User:Lchrisman/KeelinGradient

This is a work-in-progress page of Lonnie and Tom Keelin. The goal here explore the gradients of the Keelin distribution and fast algorithms for maximum likelihood fitting of the Keelin distribution. As a work in progress, the results on this page may very well have mistakes. This is actually the gradient of the log likelihood for any linear quantile parameterized function, Keelin being a special case, assuming I haven't make a mistake.

Notation

[math]\displaystyle{ x_i }[/math] = data points, [math]\displaystyle{ i=1..m }[/math]
[math]\displaystyle{ \vec{a} }[/math] = quantile coefficients, [math]\displaystyle{ [a_1, ..., a_k, ..., a_N] }[/math]
[math]\displaystyle{ \vec{B}(y) }[/math] = Basis at scalar y, where [math]\displaystyle{ 0\lt y\lt 1 }[/math] is a probability
[math]\displaystyle{ = [B_1(y), B_2(y), ..., B_k(y),...B_N(y)] }[/math]
[math]\displaystyle{ \vec{b}(y) }[/math] = the derivative basis, [math]\displaystyle{ [b_1(y), b_2(y), ..., b_k(y),...b_N(y)] }[/math]
[math]\displaystyle{ b_k(y) = {{\partial B_k(y)}\over{\partial y}} }[/math]
[math]\displaystyle{ \vec{b'}(y) }[/math] = the second derivative basis, [math]\displaystyle{ [b'_1(y), b'_2(y), ..., b'_k(y),...b'_N(y)] }[/math]
[math]\displaystyle{ b'_k(y) = {{\partial b_k(y)}\over{\partial y}} }[/math]
[math]\displaystyle{ M(y) = \vec{a} \cdot \vec{B}(y) }[/math] = y-th quantile
[math]\displaystyle{ m^{-1}(y) = {{\partial M(y)}\over {\partial y}} = \vec{a} \cdot \vec{b}(y) }[/math] = inverse density
[math]\displaystyle{ m(y) }[/math] = probability density at the yth quantile
[math]\displaystyle{ s(y) = \vec{a} \cdot \vec{b'}(y) }[/math]
[math]\displaystyle{ s'(y) = \vec{a} \cdot\vec{b''}(y) }[/math]
[math]\displaystyle{ y(x_i) }[/math] = the cumulative probability at [math]\displaystyle{ x_i }[/math], given an implied [math]\displaystyle{ \vec{a} }[/math], not shown explicitly.
[math]\displaystyle{ \nabla_a f = \langle {{\partial f}\over{\partial a_1}},..,{{\partial f}\over{\partial a_k}},..,{{\partial f}\over{\partial a_N}} \rangle }[/math] = the gradient of a function [math]\displaystyle{ f }[/math] wrt [math]\displaystyle{ \vec{a} }[/math]
[math]\displaystyle{ LL }[/math] = The log likelihood of the data -- its a function of [math]\displaystyle{ \vec{a} }[/math] and the data [math]\displaystyle{ [x_1,...,x_m] }[/math].
= [math]\displaystyle{ \ln \left( \prod_i p( x_i | \vec{a} ) \right) = \sum_i \ln p(x_i|\vec{a}) }[/math]
[math]\displaystyle{ p( x_i | \vec{a} ) = m( y(x_i) ) }[/math] = The probability density of the point [math]\displaystyle{ x_i }[/math]

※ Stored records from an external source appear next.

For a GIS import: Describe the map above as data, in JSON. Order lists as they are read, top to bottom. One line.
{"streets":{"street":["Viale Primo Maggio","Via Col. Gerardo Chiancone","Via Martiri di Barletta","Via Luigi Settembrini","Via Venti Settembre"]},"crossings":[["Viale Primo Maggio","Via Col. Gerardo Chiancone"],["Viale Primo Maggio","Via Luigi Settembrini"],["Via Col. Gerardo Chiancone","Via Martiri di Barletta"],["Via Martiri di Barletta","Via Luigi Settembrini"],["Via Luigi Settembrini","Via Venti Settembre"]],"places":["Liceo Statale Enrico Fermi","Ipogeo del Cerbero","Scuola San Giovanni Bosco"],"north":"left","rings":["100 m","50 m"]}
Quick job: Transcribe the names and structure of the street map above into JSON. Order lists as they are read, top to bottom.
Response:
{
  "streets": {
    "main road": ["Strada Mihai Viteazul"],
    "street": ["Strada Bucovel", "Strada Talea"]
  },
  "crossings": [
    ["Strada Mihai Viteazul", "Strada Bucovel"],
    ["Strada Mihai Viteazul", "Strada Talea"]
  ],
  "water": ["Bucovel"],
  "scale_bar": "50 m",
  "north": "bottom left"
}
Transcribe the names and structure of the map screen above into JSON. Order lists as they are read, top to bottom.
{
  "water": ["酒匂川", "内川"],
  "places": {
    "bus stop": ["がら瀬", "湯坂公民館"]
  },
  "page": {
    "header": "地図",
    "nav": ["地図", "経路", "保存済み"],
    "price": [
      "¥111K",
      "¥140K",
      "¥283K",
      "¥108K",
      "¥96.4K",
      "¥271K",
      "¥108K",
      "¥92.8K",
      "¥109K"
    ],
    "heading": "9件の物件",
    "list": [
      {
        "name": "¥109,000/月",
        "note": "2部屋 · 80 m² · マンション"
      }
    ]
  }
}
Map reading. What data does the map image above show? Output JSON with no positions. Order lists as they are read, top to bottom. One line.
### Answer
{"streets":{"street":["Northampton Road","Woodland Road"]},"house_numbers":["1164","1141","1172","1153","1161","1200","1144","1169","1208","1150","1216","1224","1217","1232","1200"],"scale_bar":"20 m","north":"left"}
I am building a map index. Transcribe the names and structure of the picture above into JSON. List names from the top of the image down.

All vectors with an explicit arrow-hat, e.g., [math]\displaystyle{ \vec{a} }[/math], are indexed by k. All gradients with respect to a are also indexed by k, since a is. Dot product is shown explicitly, e.g., [math]\displaystyle{ \vec{a} \cdot \vec{b}(y) }[/math], in which the result is not indexed by k. Component-wise multiplication is shown without a dot, e.g., [math]\displaystyle{ \vec{a} \vec{b}(y) }[/math], in which the result is indexed by k.

The Keelin basis

The derivation and algorithm that follows does not rely on any specific form of the basis. I'll just mention that for the Keelin distribution, the basis is

[math]\displaystyle{ B_k(y) = \left\{ \begin{array}{ll} (y-0.5)^{\lfloor{k/2}\rfloor} & k=0, 3, \mbox{even } k\ge 4 \\ (y-0.5)^{\lfloor{k/2}\rfloor} logit(y) & k=1, 2, \mbox{odd } k\ge 5 \end{array}\right. }[/math]

The derivative basis is

[math]\displaystyle{ b_k(y) = \left\{ \begin{array}{ll} {\lfloor{k/2}\rfloor}\left(y-\dfrac{1}{2}\right)^{{\lfloor{k/2}\rfloor}-1} & k=0, 3, \mbox{even } k\ge 4 \\ \dfrac{\left(y-\frac{1}{2}\right)^{\lfloor{k/2}\rfloor}\left(\left(2{\lfloor{k/2}\rfloor}y^2-2{\lfloor{k/2}\rfloor}y\right) logit(y)-2y+1\right)}{\left(y-1\right)y\left(2y-1\right)} & k=1, 2, \mbox{odd } k\ge 5 \end{array}\right. }[/math]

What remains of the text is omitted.